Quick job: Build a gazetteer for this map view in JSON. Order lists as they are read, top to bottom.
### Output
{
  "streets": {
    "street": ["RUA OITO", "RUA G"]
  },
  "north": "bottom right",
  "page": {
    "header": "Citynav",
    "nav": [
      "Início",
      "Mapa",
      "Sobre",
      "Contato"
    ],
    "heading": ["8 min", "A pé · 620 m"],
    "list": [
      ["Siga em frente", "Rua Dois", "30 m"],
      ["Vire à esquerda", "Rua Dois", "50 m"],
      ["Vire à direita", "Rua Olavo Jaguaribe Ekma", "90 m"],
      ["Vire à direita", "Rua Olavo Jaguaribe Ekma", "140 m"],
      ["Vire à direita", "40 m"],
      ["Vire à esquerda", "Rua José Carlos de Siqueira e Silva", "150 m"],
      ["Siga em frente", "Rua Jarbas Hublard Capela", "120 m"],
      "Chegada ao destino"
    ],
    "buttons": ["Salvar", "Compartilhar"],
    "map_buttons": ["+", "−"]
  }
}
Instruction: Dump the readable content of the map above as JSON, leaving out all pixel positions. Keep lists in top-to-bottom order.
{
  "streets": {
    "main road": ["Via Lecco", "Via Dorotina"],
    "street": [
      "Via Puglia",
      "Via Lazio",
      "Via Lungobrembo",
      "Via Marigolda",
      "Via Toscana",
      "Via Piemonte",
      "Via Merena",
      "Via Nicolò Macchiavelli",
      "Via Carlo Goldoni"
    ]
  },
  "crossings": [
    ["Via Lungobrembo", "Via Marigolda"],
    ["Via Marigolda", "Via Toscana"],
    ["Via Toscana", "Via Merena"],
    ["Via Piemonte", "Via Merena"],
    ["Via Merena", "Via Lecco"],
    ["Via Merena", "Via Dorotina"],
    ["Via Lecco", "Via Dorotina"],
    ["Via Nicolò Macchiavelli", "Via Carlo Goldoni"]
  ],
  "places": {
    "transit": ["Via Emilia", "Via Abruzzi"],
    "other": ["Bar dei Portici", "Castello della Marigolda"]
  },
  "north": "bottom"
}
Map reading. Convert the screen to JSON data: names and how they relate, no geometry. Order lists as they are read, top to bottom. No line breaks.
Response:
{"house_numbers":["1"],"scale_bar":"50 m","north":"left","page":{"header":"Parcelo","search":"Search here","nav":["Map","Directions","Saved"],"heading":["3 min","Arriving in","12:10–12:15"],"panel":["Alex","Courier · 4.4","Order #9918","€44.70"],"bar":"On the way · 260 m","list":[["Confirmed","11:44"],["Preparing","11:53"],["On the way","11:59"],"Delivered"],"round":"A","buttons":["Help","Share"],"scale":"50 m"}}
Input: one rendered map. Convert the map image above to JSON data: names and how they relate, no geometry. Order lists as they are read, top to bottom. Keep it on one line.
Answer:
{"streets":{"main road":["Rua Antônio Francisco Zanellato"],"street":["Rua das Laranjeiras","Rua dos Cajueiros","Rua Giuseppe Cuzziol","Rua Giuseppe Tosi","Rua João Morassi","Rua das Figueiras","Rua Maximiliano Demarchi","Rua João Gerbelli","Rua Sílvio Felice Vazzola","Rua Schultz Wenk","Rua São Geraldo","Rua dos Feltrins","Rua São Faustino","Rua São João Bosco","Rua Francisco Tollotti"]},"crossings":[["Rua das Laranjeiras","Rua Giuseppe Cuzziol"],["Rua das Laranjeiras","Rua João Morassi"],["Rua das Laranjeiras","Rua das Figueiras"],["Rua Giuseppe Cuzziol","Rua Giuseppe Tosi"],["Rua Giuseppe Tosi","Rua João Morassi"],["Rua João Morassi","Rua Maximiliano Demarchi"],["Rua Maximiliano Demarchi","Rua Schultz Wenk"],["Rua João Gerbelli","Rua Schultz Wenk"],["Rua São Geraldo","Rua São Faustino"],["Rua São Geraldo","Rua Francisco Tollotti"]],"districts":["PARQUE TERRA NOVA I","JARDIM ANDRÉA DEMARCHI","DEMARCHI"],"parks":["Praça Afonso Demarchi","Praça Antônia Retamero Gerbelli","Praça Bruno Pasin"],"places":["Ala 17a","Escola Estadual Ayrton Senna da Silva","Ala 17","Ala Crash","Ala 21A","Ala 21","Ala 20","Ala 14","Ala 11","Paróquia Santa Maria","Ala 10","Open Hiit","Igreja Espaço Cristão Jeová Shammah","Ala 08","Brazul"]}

* Exercise requirements
Reproduce all of the listing, exactly as given.

* Answer to this problem
Quick job: Build a gazetteer for this map view in JSON. Order lists as they are read, top to bottom.
### Output
{
  "streets": {
    "street": ["RUA OITO", "RUA G"]
  },
  "north": "bottom right",
  "page": {
    "header": "Citynav",
    "nav": [
      "Início",
      "Mapa",
      "Sobre",
      "Contato"
    ],
    "heading": ["8 min", "A pé · 620 m"],
    "list": [
      ["Siga em frente", "Rua Dois", "30 m"],
      ["Vire à esquerda", "Rua Dois", "50 m"],
      ["Vire à direita", "Rua Olavo Jaguaribe Ekma", "90 m"],
      ["Vire à direita", "Rua Olavo Jaguaribe Ekma", "140 m"],
      ["Vire à direita", "40 m"],
      ["Vire à esquerda", "Rua José Carlos de Siqueira e Silva", "150 m"],
      ["Siga em frente", "Rua Jarbas Hublard Capela", "120 m"],
      "Chegada ao destino"
    ],
    "buttons": ["Salvar", "Compartilhar"],
    "map_buttons": ["+", "−"]
  }
}
Instruction: Dump the readable content of the map above as JSON, leaving out all pixel positions. Keep lists in top-to-bottom order.
{
  "streets": {
    "main road": ["Via Lecco", "Via Dorotina"],
    "street": [
      "Via Puglia",
      "Via Lazio",
      "Via Lungobrembo",
      "Via Marigolda",
      "Via Toscana",
      "Via Piemonte",
      "Via Merena",
      "Via Nicolò Macchiavelli",
      "Via Carlo Goldoni"
    ]
  },
  "crossings": [
    ["Via Lungobrembo", "Via Marigolda"],
    ["Via Marigolda", "Via Toscana"],
    ["Via Toscana", "Via Merena"],
    ["Via Piemonte", "Via Merena"],
    ["Via Merena", "Via Lecco"],
    ["Via Merena", "Via Dorotina"],
    ["Via Lecco", "Via Dorotina"],
    ["Via Nicolò Macchiavelli", "Via Carlo Goldoni"]
  ],
  "places": {
    "transit": ["Via Emilia", "Via Abruzzi"],
    "other": ["Bar dei Portici", "Castello della Marigolda"]
  },
  "north": "bottom"
}
Map reading. Convert the screen to JSON data: names and how they relate, no geometry. Order lists as they are read, top to bottom. No line breaks.
Response:
{"house_numbers":["1"],"scale_bar":"50 m","north":"left","page":{"header":"Parcelo","search":"Search here","nav":["Map","Directions","Saved"],"heading":["3 min","Arriving in","12:10–12:15"],"panel":["Alex","Courier · 4.4","Order #9918","€44.70"],"bar":"On the way · 260 m","list":[["Confirmed","11:44"],["Preparing","11:53"],["On the way","11:59"],"Delivered"],"round":"A","buttons":["Help","Share"],"scale":"50 m"}}
Input: one rendered map. Convert the map image above to JSON data: names and how they relate, no geometry. Order lists as they are read, top to bottom. Keep it on one line.
Answer:
{"streets":{"main road":["Rua Antônio Francisco Zanellato"],"street":["Rua das Laranjeiras","Rua dos Cajueiros","Rua Giuseppe Cuzziol","Rua Giuseppe Tosi","Rua João Morassi","Rua das Figueiras","Rua Maximiliano Demarchi","Rua João Gerbelli","Rua Sílvio Felice Vazzola","Rua Schultz Wenk","Rua São Geraldo","Rua dos Feltrins","Rua São Faustino","Rua São João Bosco","Rua Francisco Tollotti"]},"crossings":[["Rua das Laranjeiras","Rua Giuseppe Cuzziol"],["Rua das Laranjeiras","Rua João Morassi"],["Rua das Laranjeiras","Rua das Figueiras"],["Rua Giuseppe Cuzziol","Rua Giuseppe Tosi"],["Rua Giuseppe Tosi","Rua João Morassi"],["Rua João Morassi","Rua Maximiliano Demarchi"],["Rua Maximiliano Demarchi","Rua Schultz Wenk"],["Rua João Gerbelli","Rua Schultz Wenk"],["Rua São Geraldo","Rua São Faustino"],["Rua São Geraldo","Rua Francisco Tollotti"]],"districts":["PARQUE TERRA NOVA I","JARDIM ANDRÉA DEMARCHI","DEMARCHI"],"parks":["Praça Afonso Demarchi","Praça Antônia Retamero Gerbelli","Praça Bruno Pasin"],"places":["Ala 17a","Escola Estadual Ayrton Senna da Silva","Ala 17","Ala Crash","Ala 21A","Ala 21","Ala 20","Ala 14","Ala 11","Paróquia Santa Maria","Ala 10","Open Hiit","Igreja Espaço Cristão Jeová Shammah","Ala 08","Brazul"]}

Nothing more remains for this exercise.